## WORK ORDER
All of the listing is to be written out word for word, with the pictures left out.

## AVAILABLE DATA

------------------------------------------------------------------------

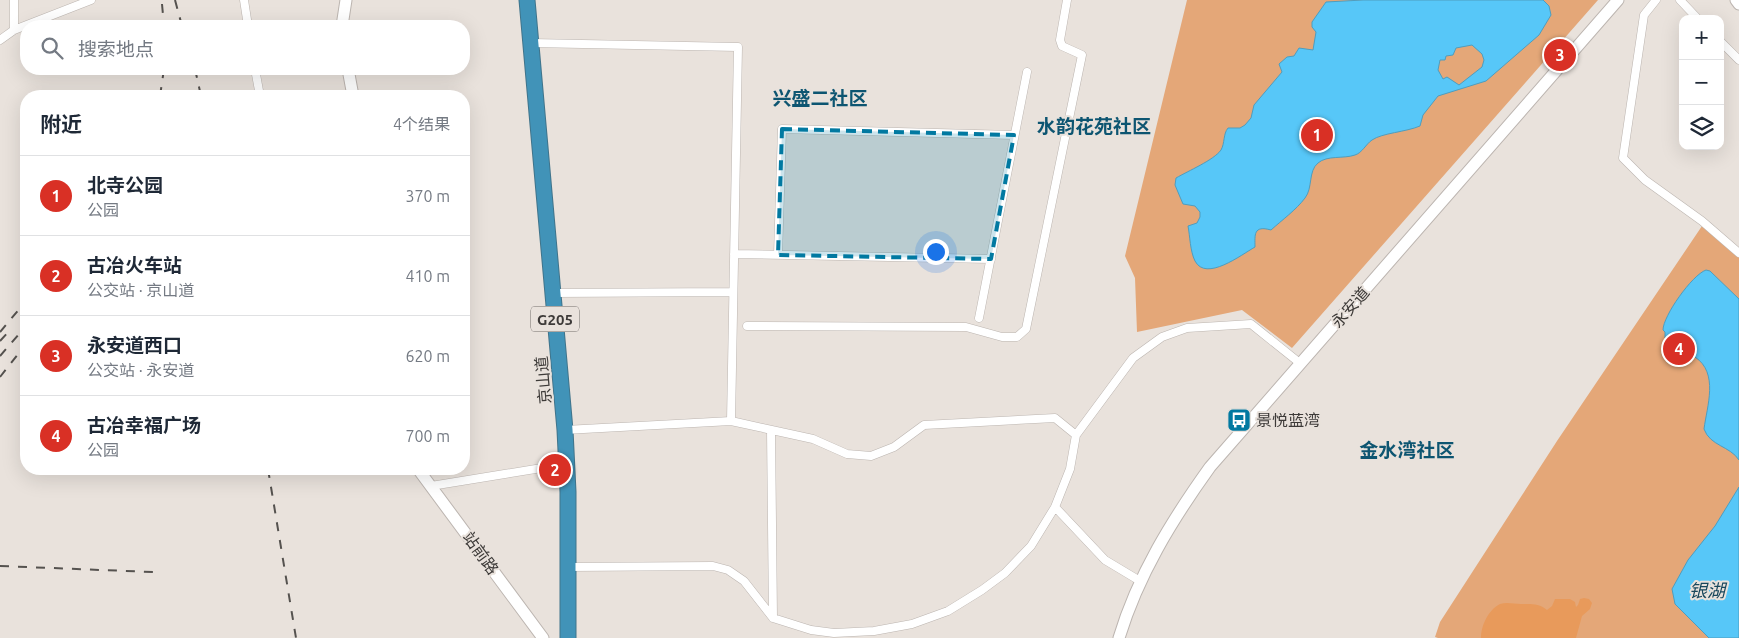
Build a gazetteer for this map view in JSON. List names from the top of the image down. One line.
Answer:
{"streets":{"highway":["G205","京山道"],"main road":["永安道","站前路"]},"districts":["兴盛二社区","水韵花苑社区","金水湾社区"],"water":["银湖"],"places":{"bus stop":["景悦蓝湾"]},"page":{"map_buttons":["+","−"],"search":"搜索地点","pins":["3","1","4","2"],"heading":["附近","4个结果"],"list":[{"mark":"1","name":"北寺公园","note":"公园","value":"370 m"},{"mark":"2","name":"古冶火车站","note":"公交站 · 京山道","value":"410 m"},{"mark":"3","name":"永安道西口","note":"公交站 · 永安道","value":"620 m"},{"mark":"4","name":"古冶幸福广场","note":"公园","value":"700 m"}]}}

------------------------------------------------------------------------

## SOLUTION TO THIS PROBLEM
Build a gazetteer for this map view in JSON. List names from the top of the image down. One line.
Answer:
{"streets":{"highway":["G205","京山道"],"main road":["永安道","站前路"]},"districts":["兴盛二社区","水韵花苑社区","金水湾社区"],"water":["银湖"],"places":{"bus stop":["景悦蓝湾"]},"page":{"map_buttons":["+","−"],"search":"搜索地点","pins":["3","1","4","2"],"heading":["附近","4个结果"],"list":[{"mark":"1","name":"北寺公园","note":"公园","value":"370 m"},{"mark":"2","name":"古冶火车站","note":"公交站 · 京山道","value":"410 m"},{"mark":"3","name":"永安道西口","note":"公交站 · 永安道","value":"620 m"},{"mark":"4","name":"古冶幸福广场","note":"公园","value":"700 m"}]}}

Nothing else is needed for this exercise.